L’atout majeur des cordistes reste leur souplesse d’intervention. Sur des îles où l’espace est contraint et la logistique souvent complexe, la rapidité d’installation d’une équipe sur corde est un avantage décisif. Pas besoin d’échafaudages encombrants ni de nacelles lourdes à transporter : un harnais, des cordes, et le savoir-faire suffisent.

Les collectivités et entreprises locales y voient une solution adaptée à de nombreux cas : interventions d’urgence après un glissement de terrain, inspection d’ouvrages difficilement accessibles, rénovation de façades anciennes en cœur de ville, ou encore sécurisation de falaises surplombant les routes touristiques.

Un secteur qui monte, mais qui recrute difficilement

Face à une demande croissante, le secteur peine cependant à recruter. La pénurie de profils qualifiés, conjuguée à l’exigence physique du métier et à l’éloignement des centres de formation, freine le développement. Pourtant, les perspectives d’emploi sont réelles.

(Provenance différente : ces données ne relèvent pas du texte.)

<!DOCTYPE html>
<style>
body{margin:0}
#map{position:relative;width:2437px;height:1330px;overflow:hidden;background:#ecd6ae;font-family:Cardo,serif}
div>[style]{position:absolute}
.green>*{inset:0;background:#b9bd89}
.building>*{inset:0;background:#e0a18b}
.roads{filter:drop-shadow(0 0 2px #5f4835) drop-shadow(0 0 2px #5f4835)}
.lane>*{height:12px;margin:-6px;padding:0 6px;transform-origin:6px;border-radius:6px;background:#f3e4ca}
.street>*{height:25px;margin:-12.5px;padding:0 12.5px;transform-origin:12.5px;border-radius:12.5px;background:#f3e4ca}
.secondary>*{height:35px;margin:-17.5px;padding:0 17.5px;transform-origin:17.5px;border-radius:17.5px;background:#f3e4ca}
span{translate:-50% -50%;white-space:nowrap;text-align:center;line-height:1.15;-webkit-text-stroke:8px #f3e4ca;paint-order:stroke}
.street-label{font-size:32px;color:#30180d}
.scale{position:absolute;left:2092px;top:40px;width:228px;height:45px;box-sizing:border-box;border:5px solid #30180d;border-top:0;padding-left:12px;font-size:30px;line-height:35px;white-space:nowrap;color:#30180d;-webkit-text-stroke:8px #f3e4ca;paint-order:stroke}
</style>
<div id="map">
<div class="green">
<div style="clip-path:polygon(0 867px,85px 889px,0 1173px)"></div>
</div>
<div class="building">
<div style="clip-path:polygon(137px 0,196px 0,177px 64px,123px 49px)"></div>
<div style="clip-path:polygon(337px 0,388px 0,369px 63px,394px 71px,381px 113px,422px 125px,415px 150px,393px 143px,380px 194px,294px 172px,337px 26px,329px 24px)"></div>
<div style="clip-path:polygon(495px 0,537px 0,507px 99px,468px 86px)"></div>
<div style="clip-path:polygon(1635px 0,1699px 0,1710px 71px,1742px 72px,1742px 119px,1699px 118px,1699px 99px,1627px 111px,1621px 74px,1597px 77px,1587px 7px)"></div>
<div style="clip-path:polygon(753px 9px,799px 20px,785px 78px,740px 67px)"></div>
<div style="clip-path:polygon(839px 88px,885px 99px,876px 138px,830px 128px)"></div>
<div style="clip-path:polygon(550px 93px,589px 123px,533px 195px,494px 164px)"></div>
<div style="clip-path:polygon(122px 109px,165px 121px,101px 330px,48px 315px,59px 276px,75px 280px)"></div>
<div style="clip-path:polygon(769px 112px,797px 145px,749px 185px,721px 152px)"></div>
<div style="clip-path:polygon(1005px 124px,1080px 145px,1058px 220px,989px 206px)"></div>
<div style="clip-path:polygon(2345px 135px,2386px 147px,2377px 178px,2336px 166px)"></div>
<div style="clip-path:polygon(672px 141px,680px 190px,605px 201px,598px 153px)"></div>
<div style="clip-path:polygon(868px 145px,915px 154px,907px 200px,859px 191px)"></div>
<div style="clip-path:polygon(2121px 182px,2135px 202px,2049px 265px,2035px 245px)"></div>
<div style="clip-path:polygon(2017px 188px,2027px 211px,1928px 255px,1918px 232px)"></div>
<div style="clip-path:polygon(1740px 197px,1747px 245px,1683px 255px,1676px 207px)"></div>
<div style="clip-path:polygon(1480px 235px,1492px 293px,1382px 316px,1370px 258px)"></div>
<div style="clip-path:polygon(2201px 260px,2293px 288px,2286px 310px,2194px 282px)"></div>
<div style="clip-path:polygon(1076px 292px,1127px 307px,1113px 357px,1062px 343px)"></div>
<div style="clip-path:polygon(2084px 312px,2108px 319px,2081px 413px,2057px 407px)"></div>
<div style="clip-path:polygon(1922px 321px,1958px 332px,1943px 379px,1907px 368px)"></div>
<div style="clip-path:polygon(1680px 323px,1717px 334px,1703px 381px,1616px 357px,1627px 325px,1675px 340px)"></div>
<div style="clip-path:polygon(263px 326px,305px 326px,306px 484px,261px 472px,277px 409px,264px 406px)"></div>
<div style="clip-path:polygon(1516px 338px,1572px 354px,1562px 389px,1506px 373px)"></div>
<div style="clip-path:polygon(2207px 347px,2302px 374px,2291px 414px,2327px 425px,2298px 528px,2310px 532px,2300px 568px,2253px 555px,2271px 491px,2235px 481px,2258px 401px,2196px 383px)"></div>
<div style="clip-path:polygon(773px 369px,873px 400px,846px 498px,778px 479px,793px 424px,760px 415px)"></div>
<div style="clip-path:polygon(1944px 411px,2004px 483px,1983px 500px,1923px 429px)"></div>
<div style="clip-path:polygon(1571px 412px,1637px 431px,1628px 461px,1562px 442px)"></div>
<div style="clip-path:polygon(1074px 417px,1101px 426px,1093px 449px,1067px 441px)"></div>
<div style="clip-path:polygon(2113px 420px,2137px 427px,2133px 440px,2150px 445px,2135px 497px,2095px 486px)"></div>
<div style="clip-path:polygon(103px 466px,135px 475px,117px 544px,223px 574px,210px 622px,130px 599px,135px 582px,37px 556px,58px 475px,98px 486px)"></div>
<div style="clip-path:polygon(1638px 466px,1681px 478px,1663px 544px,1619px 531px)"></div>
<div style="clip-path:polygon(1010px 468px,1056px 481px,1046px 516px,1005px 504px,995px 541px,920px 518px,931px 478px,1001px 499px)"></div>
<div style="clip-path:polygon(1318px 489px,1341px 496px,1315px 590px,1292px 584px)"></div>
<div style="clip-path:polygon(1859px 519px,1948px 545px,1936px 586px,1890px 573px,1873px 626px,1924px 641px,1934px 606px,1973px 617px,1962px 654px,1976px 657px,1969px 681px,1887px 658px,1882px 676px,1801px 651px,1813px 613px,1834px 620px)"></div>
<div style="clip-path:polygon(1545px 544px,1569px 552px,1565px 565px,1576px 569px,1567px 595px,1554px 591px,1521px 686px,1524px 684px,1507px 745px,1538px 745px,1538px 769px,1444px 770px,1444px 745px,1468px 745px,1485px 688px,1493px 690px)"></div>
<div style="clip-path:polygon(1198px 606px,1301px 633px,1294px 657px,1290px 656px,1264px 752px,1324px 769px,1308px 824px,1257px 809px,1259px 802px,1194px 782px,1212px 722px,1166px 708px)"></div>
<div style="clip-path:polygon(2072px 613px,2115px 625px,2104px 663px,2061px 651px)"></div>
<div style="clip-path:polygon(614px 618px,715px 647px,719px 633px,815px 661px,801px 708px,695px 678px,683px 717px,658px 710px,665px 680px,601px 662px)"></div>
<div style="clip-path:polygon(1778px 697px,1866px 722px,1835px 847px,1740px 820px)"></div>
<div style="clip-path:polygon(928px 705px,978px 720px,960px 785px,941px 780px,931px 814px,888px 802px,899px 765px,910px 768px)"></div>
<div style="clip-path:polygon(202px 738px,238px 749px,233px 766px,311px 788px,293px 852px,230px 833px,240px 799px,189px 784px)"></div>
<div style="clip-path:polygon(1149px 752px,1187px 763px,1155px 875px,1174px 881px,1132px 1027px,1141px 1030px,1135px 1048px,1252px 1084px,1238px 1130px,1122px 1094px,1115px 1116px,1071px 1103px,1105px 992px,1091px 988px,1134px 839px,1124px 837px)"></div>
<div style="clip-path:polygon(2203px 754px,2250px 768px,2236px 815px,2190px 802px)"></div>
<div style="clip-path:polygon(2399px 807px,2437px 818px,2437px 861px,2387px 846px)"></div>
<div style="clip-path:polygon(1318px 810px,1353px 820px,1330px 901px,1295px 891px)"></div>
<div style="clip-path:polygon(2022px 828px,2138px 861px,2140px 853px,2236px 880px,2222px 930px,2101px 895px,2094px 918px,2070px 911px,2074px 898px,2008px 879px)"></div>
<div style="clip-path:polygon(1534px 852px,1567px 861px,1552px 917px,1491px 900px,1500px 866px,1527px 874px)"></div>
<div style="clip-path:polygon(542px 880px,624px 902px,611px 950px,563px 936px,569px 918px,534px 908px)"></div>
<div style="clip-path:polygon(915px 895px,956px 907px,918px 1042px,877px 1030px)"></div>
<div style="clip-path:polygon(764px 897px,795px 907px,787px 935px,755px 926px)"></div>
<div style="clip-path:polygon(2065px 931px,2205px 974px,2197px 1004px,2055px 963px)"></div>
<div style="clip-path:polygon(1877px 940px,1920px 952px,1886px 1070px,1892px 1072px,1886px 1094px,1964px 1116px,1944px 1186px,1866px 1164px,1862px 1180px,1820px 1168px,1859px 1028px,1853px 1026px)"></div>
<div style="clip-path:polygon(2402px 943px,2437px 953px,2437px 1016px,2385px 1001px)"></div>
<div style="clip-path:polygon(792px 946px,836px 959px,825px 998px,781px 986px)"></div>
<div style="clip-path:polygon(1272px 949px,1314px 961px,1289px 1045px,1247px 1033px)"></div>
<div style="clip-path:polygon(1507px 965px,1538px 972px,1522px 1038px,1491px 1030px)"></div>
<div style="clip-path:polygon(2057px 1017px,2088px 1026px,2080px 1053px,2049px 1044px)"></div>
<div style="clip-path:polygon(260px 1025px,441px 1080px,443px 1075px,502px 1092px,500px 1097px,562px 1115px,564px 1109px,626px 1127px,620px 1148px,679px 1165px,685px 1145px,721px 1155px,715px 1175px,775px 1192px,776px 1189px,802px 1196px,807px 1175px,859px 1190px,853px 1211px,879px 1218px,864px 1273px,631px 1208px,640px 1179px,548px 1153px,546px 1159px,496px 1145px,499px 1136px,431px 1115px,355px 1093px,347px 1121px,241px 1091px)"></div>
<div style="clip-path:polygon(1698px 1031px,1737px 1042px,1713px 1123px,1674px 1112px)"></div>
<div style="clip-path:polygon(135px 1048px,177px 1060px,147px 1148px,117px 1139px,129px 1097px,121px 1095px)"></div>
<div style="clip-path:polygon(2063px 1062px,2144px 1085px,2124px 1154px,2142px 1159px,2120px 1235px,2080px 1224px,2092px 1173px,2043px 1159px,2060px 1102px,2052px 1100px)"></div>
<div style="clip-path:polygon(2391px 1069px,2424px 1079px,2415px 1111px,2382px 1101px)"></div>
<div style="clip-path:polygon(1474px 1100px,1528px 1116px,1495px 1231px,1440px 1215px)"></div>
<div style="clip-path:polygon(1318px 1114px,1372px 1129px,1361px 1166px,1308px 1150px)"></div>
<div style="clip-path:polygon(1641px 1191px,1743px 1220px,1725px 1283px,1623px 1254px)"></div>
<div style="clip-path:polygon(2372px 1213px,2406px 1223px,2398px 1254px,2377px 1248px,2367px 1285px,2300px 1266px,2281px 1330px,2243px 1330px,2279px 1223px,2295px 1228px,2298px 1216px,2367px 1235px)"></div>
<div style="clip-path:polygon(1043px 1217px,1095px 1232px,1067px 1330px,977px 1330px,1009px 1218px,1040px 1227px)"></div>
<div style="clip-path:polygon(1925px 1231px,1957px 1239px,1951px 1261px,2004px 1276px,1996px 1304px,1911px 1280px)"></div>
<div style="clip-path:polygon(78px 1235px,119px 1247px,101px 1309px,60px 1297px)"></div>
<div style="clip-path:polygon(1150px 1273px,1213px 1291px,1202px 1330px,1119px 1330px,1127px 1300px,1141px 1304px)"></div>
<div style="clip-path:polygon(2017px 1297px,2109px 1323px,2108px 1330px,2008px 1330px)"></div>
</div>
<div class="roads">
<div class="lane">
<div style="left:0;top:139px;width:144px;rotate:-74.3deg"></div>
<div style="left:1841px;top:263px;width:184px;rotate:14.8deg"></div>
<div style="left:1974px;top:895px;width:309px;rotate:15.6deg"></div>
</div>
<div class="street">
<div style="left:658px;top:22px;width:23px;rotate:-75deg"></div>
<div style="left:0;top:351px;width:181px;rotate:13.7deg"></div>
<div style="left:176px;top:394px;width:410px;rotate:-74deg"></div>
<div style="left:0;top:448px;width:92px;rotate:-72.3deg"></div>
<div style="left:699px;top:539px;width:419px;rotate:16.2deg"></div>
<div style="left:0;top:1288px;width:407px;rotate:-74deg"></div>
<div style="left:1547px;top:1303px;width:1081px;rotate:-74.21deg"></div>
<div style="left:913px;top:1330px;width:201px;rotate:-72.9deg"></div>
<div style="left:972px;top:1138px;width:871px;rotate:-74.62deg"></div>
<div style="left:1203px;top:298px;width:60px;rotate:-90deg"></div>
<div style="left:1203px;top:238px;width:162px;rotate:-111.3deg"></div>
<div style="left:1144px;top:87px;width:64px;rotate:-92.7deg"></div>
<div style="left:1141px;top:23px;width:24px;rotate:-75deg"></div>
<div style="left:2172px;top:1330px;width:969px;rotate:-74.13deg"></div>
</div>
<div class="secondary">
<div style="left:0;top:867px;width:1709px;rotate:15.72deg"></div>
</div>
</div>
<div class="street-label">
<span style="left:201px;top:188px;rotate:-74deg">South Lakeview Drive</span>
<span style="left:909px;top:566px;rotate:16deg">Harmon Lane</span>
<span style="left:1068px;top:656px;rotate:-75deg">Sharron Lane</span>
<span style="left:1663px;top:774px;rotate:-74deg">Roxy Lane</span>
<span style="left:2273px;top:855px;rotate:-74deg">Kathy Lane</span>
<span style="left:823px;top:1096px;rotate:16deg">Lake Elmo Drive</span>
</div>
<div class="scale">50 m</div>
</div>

Avec les enjeux de rénovation énergétique, la maintenance des bâtiments publics, la gestion des risques naturels et la protection du littoral, les besoins en travaux acrobatiques sont appelés à croître. Les cordistes, acteurs discrets mais indispensables, apparaissent comme une réponse agile et efficace à de nombreuses contraintes insulaires.